Sashidara et al. (2009) isolated aurantiamide acetate (69) and 1,3-dibenzyl urea (74) from M. oleifera roots that exhibited inhibition toward IL-2 activity. Aurantiamide acetate (69) also inhibited TNF-α activity. 4-[(α-L-rhamnosyloxy)benzyl]isothiocyanate (34) and 4-[(4′-O-acetyl-α-L-rhamnosyloxy)benzyl]isothiocyanate (37) from M. oleifera leaves displayed anti-inflammatory activity by regulating IL-1β and iNOS expression in addition to reducing the production and expression of inflammatory markers in RAW macrophages (Waterman et al., 2014). 4-[(α-L-rhamnosyloxy)benzyl]isothiocyanate (34) exhibited anti-inflammatory and antioxidant activity against cerebral tissue damage induced by cerebral ischemia reperfusion in rats (Galuppo et al., 2015b). The compound reduced iNOS, phospho-ERK p42/44, TNF-α, MMP-9, p-selectin, and NFκBp65 nuclear translocation/IκB-alpha cytosolic degradation. A study also noted that 4-[(2′-O-acetyl-α-L-rhamnosyloxy) benzyl]isothiocyanate (35) suppressed COX-2 and iNOS activity in addition to inhibiting the expression of NO in RAW264.7 mouse macrophage cells induced by LPS (Park et al., 2011). The compound inhibited NF-κB activation, the phosphorylation of ERK1/2, IκBα the phosphorylation of IKKα/β, and increase degradation of IκBα. The isothiocyanate showed stronger activity than other isothiocyanates such as benzyl isothiocyanate and sulforaphane. 4-[(α-L-rhamnosyloxy)benzyl]isothiocyanate (34), 4-[(2′-O-acetyl-α-L-rhamnosyloxy)benzyl]isothiocyanate (35), 4-[(3′-O-acetyl-α-L-rhamnosyloxy)benzyl] isothiocyanate (36), and 4-[(4′-O-acetyl-α-L-rhamnosyloxy)benzyl] isothiocyanate (37) inhibited the production of NO (Cheenpracha et al., 2010).

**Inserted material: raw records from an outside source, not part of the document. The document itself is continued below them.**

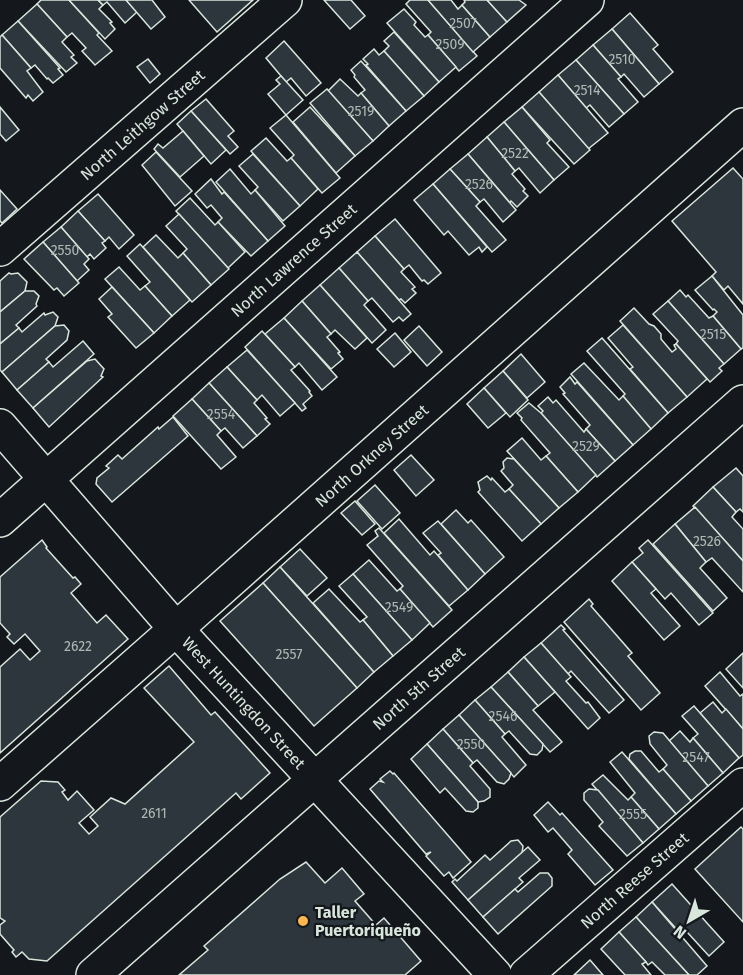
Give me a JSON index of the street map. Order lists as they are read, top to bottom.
{
  "streets": {
    "street": [
      "North Leithgow Street",
      "North Lawrence Street",
      "North Orkney Street",
      "North 5th Street",
      "West Huntingdon Street",
      "North Reese Street"
    ]
  },
  "crossings": [
    ["North Lawrence Street", "West Huntingdon Street"],
    ["North Orkney Street", "West Huntingdon Street"],
    ["North 5th Street", "West Huntingdon Street"]
  ],
  "places": ["Taller Puertoriqueño"],
  "house_numbers": [
    "2507",
    "2509",
    "2510",
    "2514",
    "2519",
    "2522",
    "2526",
    "2550",
    "2515",
    "2554",
    "2529",
    "2526",
    "2549",
    "2622",
    "2557",
    "2546",
    "2550",
    "2547",
    "2611",
    "2555"
  ],
  "north": "bottom left"
}
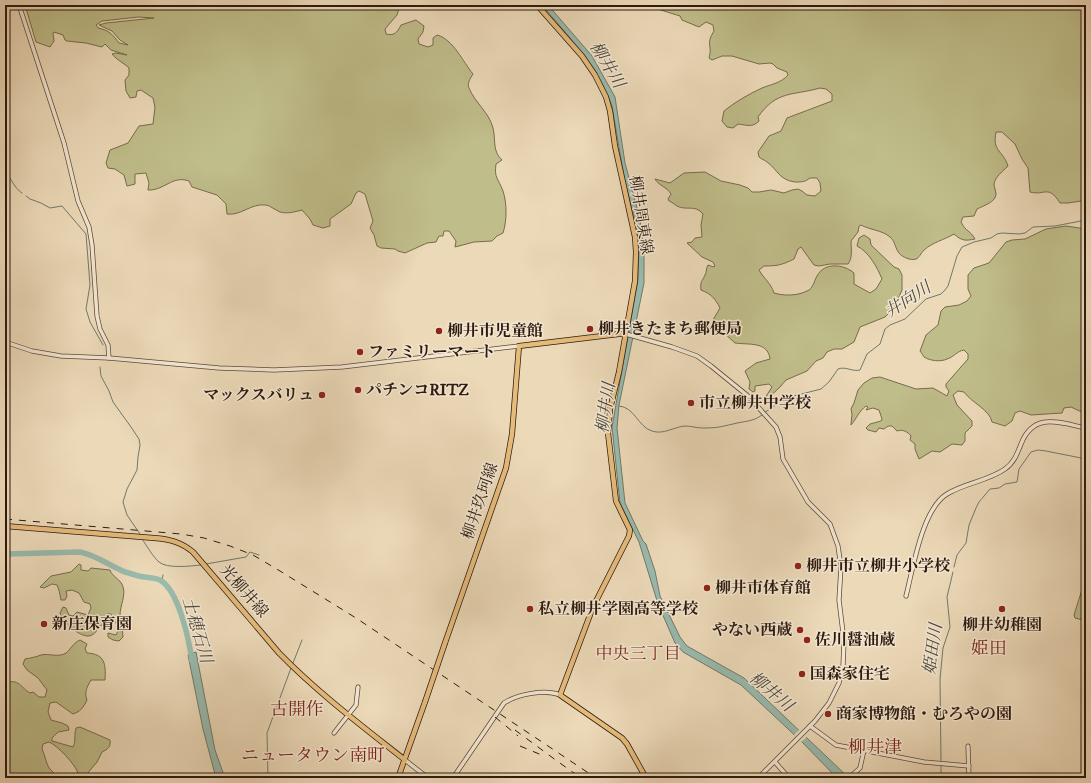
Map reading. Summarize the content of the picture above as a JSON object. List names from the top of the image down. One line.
{"streets":{"main road":["柳井周東線","柳井玖珂線","光柳井線"]},"crossings":[["柳井玖珂線","光柳井線"]],"districts":["姫田","中央三丁目","古開作","柳井津","ニュータウン南町"],"water":["柳井川","井向川","土穂石川","姫田川"],"places":["柳井きたまち郵便局","柳井市児童館","ファミリーマート","パチンコRITZ","マックスバリュ","市立柳井中学校","柳井市立柳井小学校","柳井市体育館","私立柳井学園高等学校","柳井幼稚園","新庄保育園","やない西蔵","佐川醤油蔵","国森家住宅","商家博物館・むろやの園"]}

Galuppo et al. (2014) reported that 4-[(α-L-rhamnosyloxy) benzyl] isothiocyanate (34) exhibited anti-inflammatory activity toward multiple sclerosis cascades. The compound specifically reduced the imbalance of Bax/BCl-2 and inhibited TNF-α activity on myelin oligodendrocyte glycoprotein 35–55-induced C57B1/G male mice. The compound also inhibited GSK3β levels and normalized the Wnt-β-catenin pathway in experimental autoimmune encephalomyelitis mice (Giacoppo et al., 2016). The compound attenuated apoptosis in addition to suppressing PPARγ activation. 4-[(α-L-rhamnosyloxy) benzyl]isothiocyanate (34), together with α-cyclodextrin, inhibited the phosphorylation of p38 and Akt in LPS-induced inflammation in RAW 264.7 macrophage cells (Giacoppo et al., 2017). Another study reported that quercetin (3) and kaempferol (8) inhibited transcription 1(STAT-1) (Tan et al., 2015).

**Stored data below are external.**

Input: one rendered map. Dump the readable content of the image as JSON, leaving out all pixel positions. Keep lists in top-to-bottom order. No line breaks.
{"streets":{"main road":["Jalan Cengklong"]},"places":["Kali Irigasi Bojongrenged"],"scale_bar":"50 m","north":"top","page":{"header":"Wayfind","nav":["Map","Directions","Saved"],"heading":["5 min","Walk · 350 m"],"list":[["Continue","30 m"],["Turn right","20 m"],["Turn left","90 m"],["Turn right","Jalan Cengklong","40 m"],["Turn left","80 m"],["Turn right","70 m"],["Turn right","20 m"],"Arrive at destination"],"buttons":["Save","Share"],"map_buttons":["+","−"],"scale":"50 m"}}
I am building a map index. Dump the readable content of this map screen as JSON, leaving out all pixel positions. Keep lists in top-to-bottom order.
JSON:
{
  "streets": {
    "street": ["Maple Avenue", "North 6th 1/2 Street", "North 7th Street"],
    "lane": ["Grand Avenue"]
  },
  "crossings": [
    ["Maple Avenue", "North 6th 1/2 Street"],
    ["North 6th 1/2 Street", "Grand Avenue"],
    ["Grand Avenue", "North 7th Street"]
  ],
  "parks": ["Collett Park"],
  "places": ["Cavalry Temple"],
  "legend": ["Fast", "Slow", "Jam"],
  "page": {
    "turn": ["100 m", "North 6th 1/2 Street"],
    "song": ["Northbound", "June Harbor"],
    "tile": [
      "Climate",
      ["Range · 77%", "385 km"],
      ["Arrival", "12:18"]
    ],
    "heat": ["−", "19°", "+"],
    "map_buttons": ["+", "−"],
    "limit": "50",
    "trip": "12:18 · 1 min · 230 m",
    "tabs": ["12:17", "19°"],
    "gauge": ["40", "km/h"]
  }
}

A study reported that a methanol extract of M. oleifera leaves reduced the edematogenic effect of carrageenan-induced and histamine-induced paw edema (Adedapo et al., 2015). The extract reduced the number of writhes of mice induced by acetic acid. The analgesic activity of the extract was recorded to be higher than that of the reference drug, indomethacin, at doses of 100 and 200 mg/kg. The inflammatory response after administration of an M. oleifera ethanolic leaf extract was observed on atopic dermatitis mice and human keratinocytes (Choi et al., 2016). The extract reduced mannose receptor mRNA, retinoic acid-related orphan receptor γT, and thymic stromal lymphopoietin expression in ear tissue. From an in vitro assay, it was observed that the extract reduced mitogen-activated protein kinases, CCL17, IL-6 pro-inflammatory cytokine-related mRNA, TNF-α, and IL-1β expression. M. oleifera pod extract also inhibited the elevation of protein levels and mRNA of cyclooxygenease-2, TNF-α, IL-6, and iNOS by inhibiting the phosphorylation of mitogen-activated protein kinases and κB proteins (Muangnoi et al., 2012).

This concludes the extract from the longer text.